«Fi Aaniya» (Regarde-moi) du Tunisien Néjib Belkadhi
est en compétition au 2e Festival du cinéma méditerranéen de Tunisie, Manarat.
«Fi Aaniya» (Regarde-moi) du Tunisien Néjib Belkadhi est certainement le premier film maghrébin à s’intéresser à l’autisme où cette maladie qui isole l’homme de son milieu. Tout le monde a en mémoire le célèbre «Rain man» de l’Américain Barry Levinson qui, en 1988, a traité d’une manière admirable de la question avec en vedette Dustin Hofman dans le rôle de Raymond Babbitt, frère autiste de Charlie Babbitt (Tom Cruise). Néjib Belkadhi, révélé en 2006 avec le documentaire «VHS Kahloucha», s’est inspiré pour son nouveau long métrage de l’Américain Timothy Archibald qui a consacré une série de photos «Echolilia» à son fils autiste Elijah. Le photographe a tenté de comprendre l’autisme en suivant le comportement de son fils pendant des années. Dans «Regarde-moi», Lotfi (Nidhal Sâadi) tente de comprendre puis de suivre son fils Youssef (Idryss Kharoubi) en prenant des photos par son smartphone qui souvent se décharge au bon moment. Il achète alors une caméra. Il enregistre presque tout, mais n’arrive toujours pas à capter son regard. L’enfant turbulent et instable refuse de voir son père dans les yeux.
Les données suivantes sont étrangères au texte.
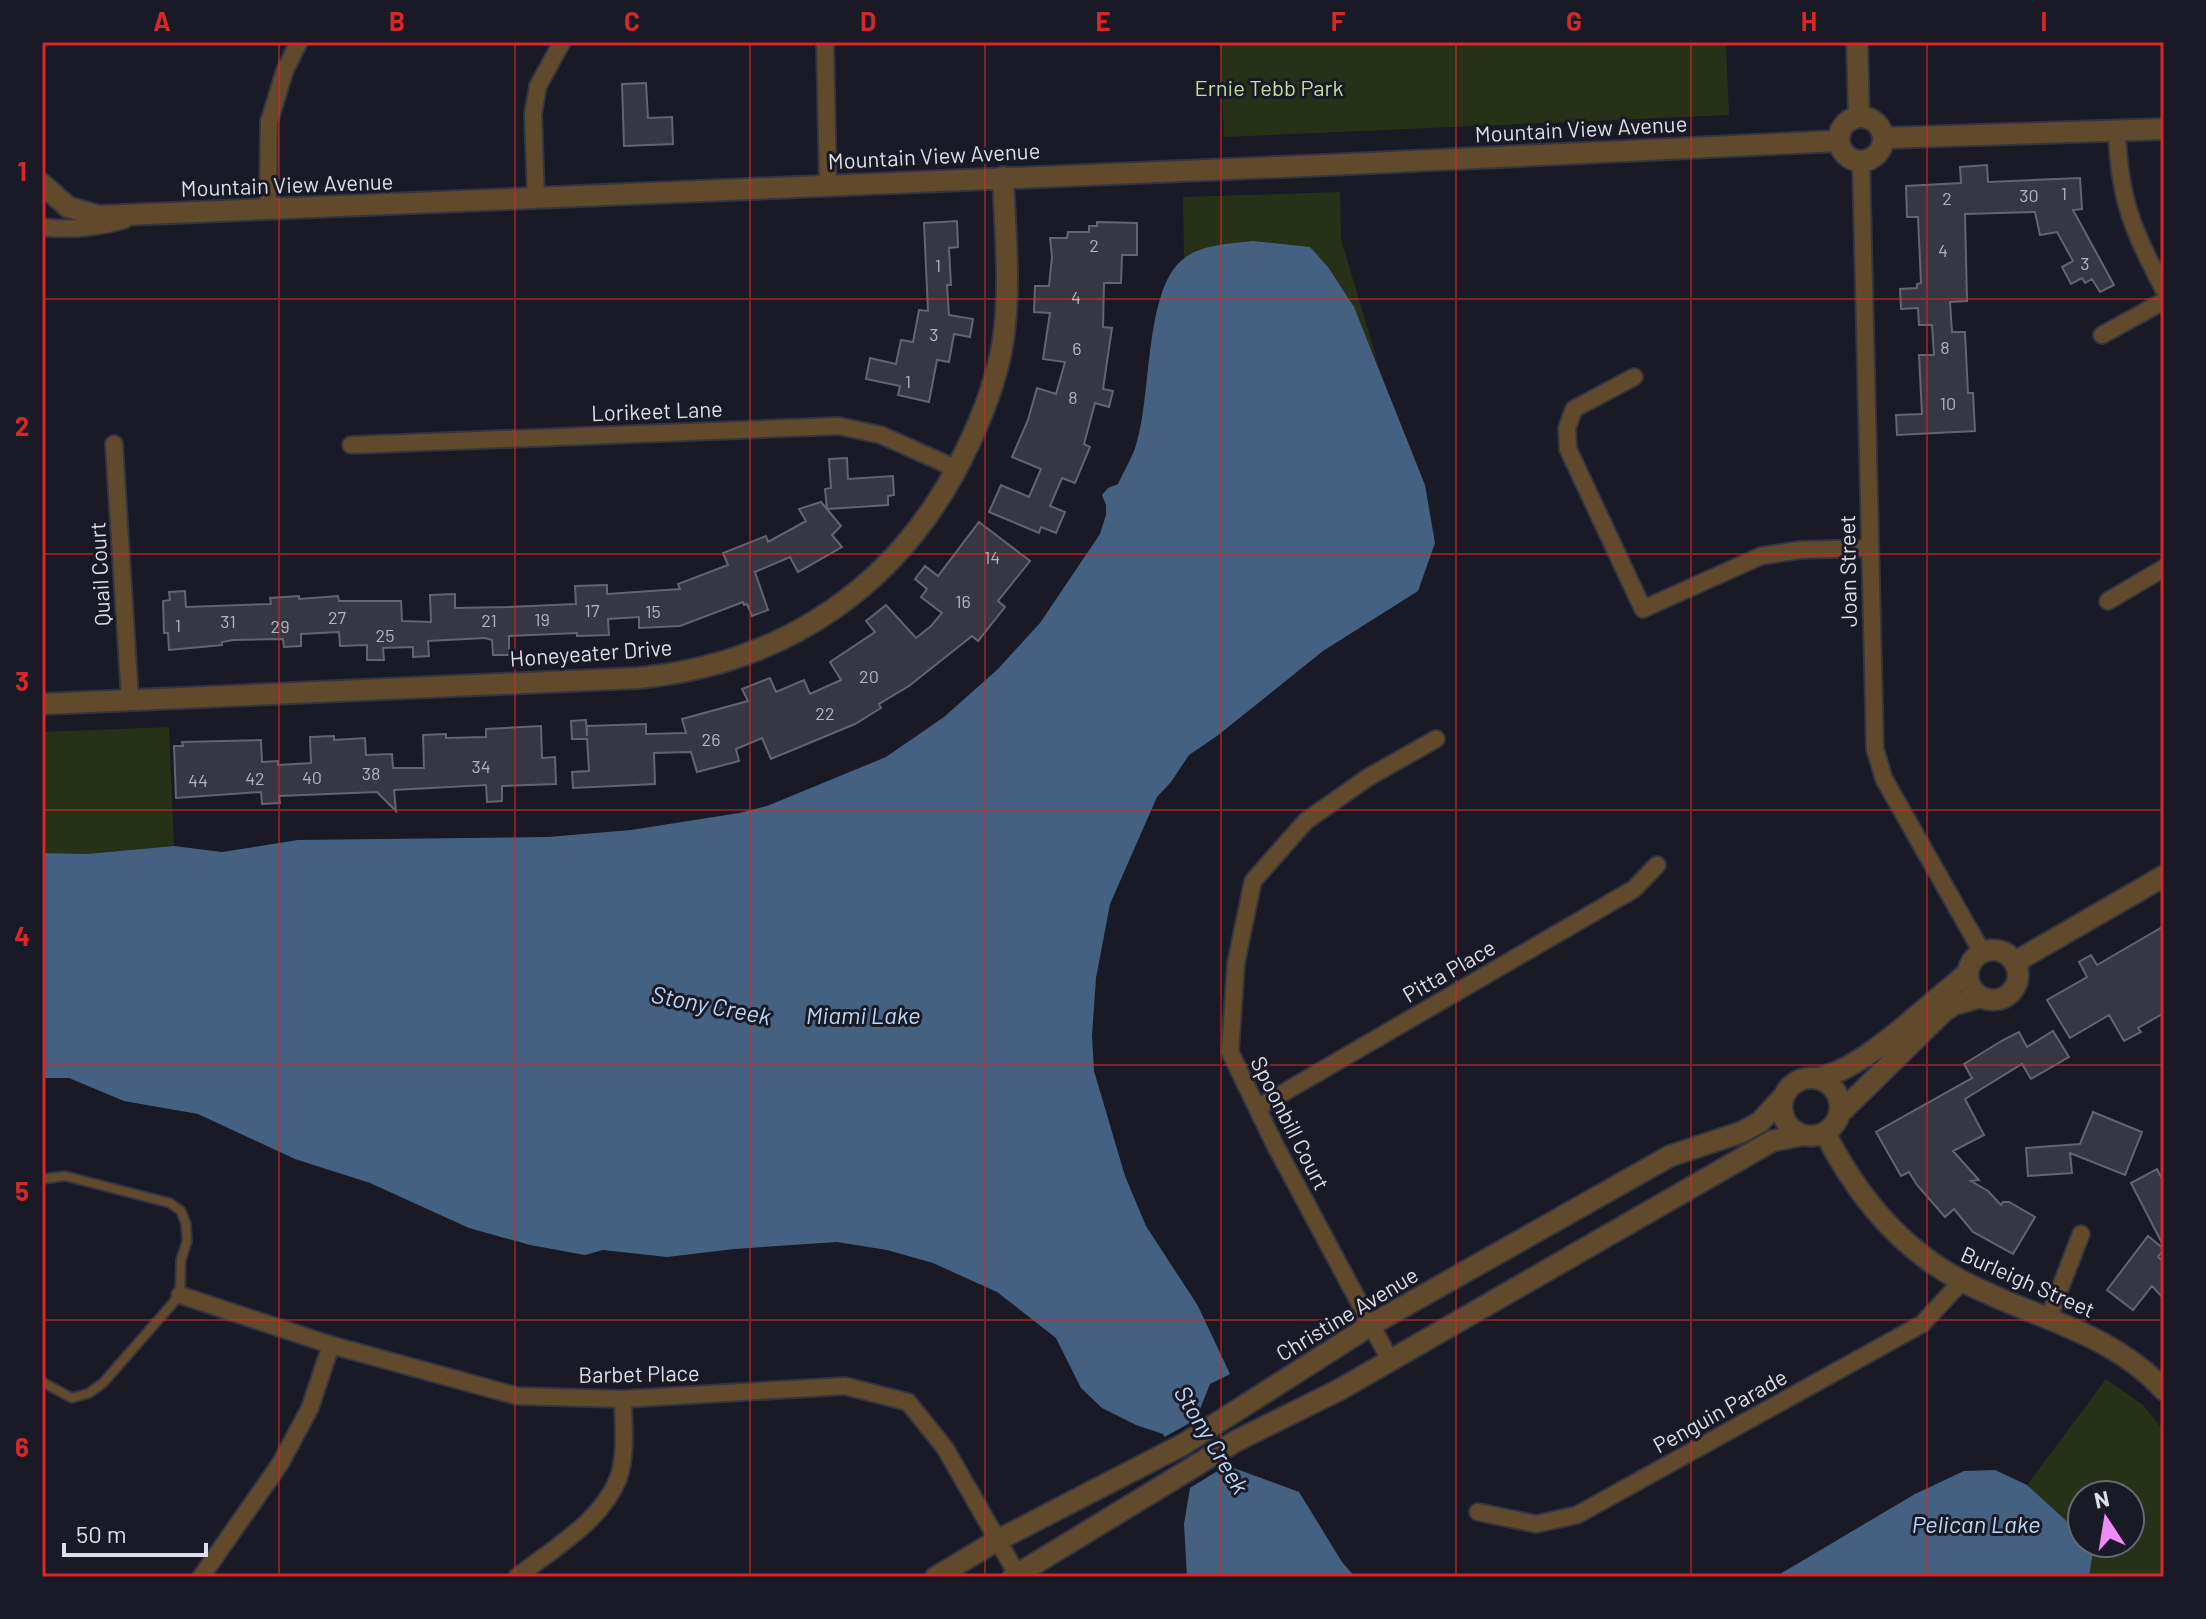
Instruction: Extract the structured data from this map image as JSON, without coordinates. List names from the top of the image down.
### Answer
{
  "streets": {
    "street": [
      "Mountain View Avenue",
      "Lorikeet Lane",
      "Joan Street",
      "Quail Court",
      "Honeyeater Drive",
      "Pitta Place",
      "Spoonbill Court",
      "Burleigh Street",
      "Christine Avenue",
      "Barbet Place",
      "Penguin Parade"
    ]
  },
  "crossings": [
    ["Mountain View Avenue", "Joan Street"],
    ["Mountain View Avenue", "Honeyeater Drive"],
    ["Lorikeet Lane", "Honeyeater Drive"],
    ["Quail Court", "Honeyeater Drive"],
    ["Pitta Place", "Spoonbill Court"],
    ["Spoonbill Court", "Christine Avenue"],
    ["Burleigh Street", "Christine Avenue"],
    ["Burleigh Street", "Penguin Parade"],
    ["Christine Avenue", "Barbet Place"]
  ],
  "water": ["Stony Creek", "Miami Lake", "Pelican Lake"],
  "parks": ["Ernie Tebb Park"],
  "house_numbers": [
    "1",
    "30",
    "2",
    "2",
    "4",
    "3",
    "1",
    "4",
    "3",
    "8",
    "6",
    "1",
    "8",
    "10",
    "14",
    "16",
    "17",
    "15",
    "27",
    "19",
    "21",
    "31",
    "1",
    "29",
    "25",
    "20",
    "22",
    "26",
    "34",
    "38",
    "40",
    "42",
    "44"
  ],
  "scale_bar": "50 m",
  "north": "top",
  "grid": {
    "columns": [
      "A",
      "B",
      "C",
      "D",
      "E",
      "F",
      "G",
      "H",
      "I"
    ],
    "rows": [
      "1",
      "2",
      "3",
      "4",
      "5",
      "6"
    ]
  }
}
Il n’est attiré que par les lumières colorées. Pour se rapprocher de son fils, Youssef – qui est revenu en Tunisie après avoir abandonné Sara, son épouse –, Lotfi met deux petites lampes sur ses yeux. Cela amuse l’enfant qui n’a en réalité jamais connu son père. C’est l’une des plus belles scènes du film.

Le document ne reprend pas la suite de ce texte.